La suprema corte di cassazione con la presente ordinanza sottolinea i limiti al godimento della cosa comune.
Avv. Nicola Frivoli 
16 Mar, 2022

Con ordinanza emessa in data 8 febbraio 2022, n. 3890, la Corte di Cassazione, Sezione II, provvedeva su tre motivi di censura di un ricorrente-condomino, avverso la sentenza emessa dalla Corte d'Appello di Palermo, del 18/30 dicembre 2015, n. 1967. Il giudizio di primo grado aveva ad oggetto l'azione intrapresa da un condomino contro un proprietario di un locale dello stabile condominiale.

Esponeva che l'assemblea condominiale, con delibera del 16.6.2003, aveva concesso facoltà al convenuto di allacciare la presa dell'acqua del detto locale ed il relativo contatore alla colonna condominiale ubicata nell'androne condominiale; che la concessione di tale facoltà era avvenuta a titolo di mera cortesia e sotto condizione di immediata rimozione dell'allacciamento in ipotesi di vendita del locale.
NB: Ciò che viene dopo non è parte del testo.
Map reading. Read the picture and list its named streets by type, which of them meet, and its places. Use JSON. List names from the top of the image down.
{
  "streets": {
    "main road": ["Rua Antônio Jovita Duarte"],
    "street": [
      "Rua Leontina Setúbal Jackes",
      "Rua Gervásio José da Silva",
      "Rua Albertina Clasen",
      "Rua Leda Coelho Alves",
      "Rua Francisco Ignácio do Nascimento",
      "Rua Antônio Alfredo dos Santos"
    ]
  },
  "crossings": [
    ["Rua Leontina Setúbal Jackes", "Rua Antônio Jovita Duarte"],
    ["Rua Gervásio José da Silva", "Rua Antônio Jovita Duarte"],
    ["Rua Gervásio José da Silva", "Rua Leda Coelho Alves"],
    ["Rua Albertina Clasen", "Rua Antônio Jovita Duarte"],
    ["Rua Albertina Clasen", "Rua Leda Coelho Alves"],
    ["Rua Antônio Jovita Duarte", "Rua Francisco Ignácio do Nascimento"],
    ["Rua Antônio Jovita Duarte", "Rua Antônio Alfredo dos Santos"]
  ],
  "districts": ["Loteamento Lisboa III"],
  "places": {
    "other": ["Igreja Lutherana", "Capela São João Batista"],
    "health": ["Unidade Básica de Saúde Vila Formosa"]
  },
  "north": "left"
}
Chiedeva, pertanto, dichiararsi l'illegittimità dell'allacciamento e condannare il convenuto alla rimozione.

Si costituiva il convenuto che impugnava e contestata l'assunto dell'istante e chiedeva di essere autorizzato alla chiamata in causa del condominio dell'edificio, chiedeva rigettarsi l'avversa domanda e deduceva che all'allacciamento contestato risaliva al 1965 e che nel 2002 si era limitato a collocare un autonomo contatore sulla colonna condominiale.

All'esito dell'istruzione probatoria, il giudice di prime cure, Tribunale di Palermo, con sentenza n. 3932/2008, dichiarava l'illegittimità dell'allacciamento alla colonna condominiale della presa d'acqua e del relativo contatore del locale di proprietà del convenuto, e lo condannava alla rimozione.

L'appellante proprietario del locale impugnava la pronuncia di primo grado, ed il giudice del gravame riformava la sentenza di prime cure, rigettava la domanda esperita in prime cure, e condannava appellato al pagamento delle spese del doppio grado di giudizio.

La Corte territoriale, nell'attenta disamina delle dichiarazioni testimoniali assunte nella fase istruttoria del giudizio di primo grado, riteneva che il locale a piano terra era sempre stato munito di allacciamento idrico e che i contatori erano tutti collocati nell'androne condominiale e che l'attore non aveva provato che il convenuto avesse realizzato un nuovo allacciamento idrico.

Avverso tale sentenza di appello, veniva proposto ricorso per cassazione, fondando il tutto su tre motivi di censura, con conseguente statuizione anche in ordine alle spese di lite.

La controparte, depositava controricorso, chiedendo dichiararsi l'inammissibilità del ricorso depositato o rigettarsi lo stesso con vittoria di spese.

Parti comuni e utilizzo più intenso da parte di un condomino, il caso della recinzione condominiale

Analisi dei motivi di ricorso contro la sentenza condominiale

Il primo motivo del ricorso afferiva la denuncia ai sensi dell'art. 360, 1° comma, n. 5, c.p.c., per l'omesso esame dei fatti decisivi per il giudizio oggetto di discussione tra le parti e la omessa o insufficiente motivazione.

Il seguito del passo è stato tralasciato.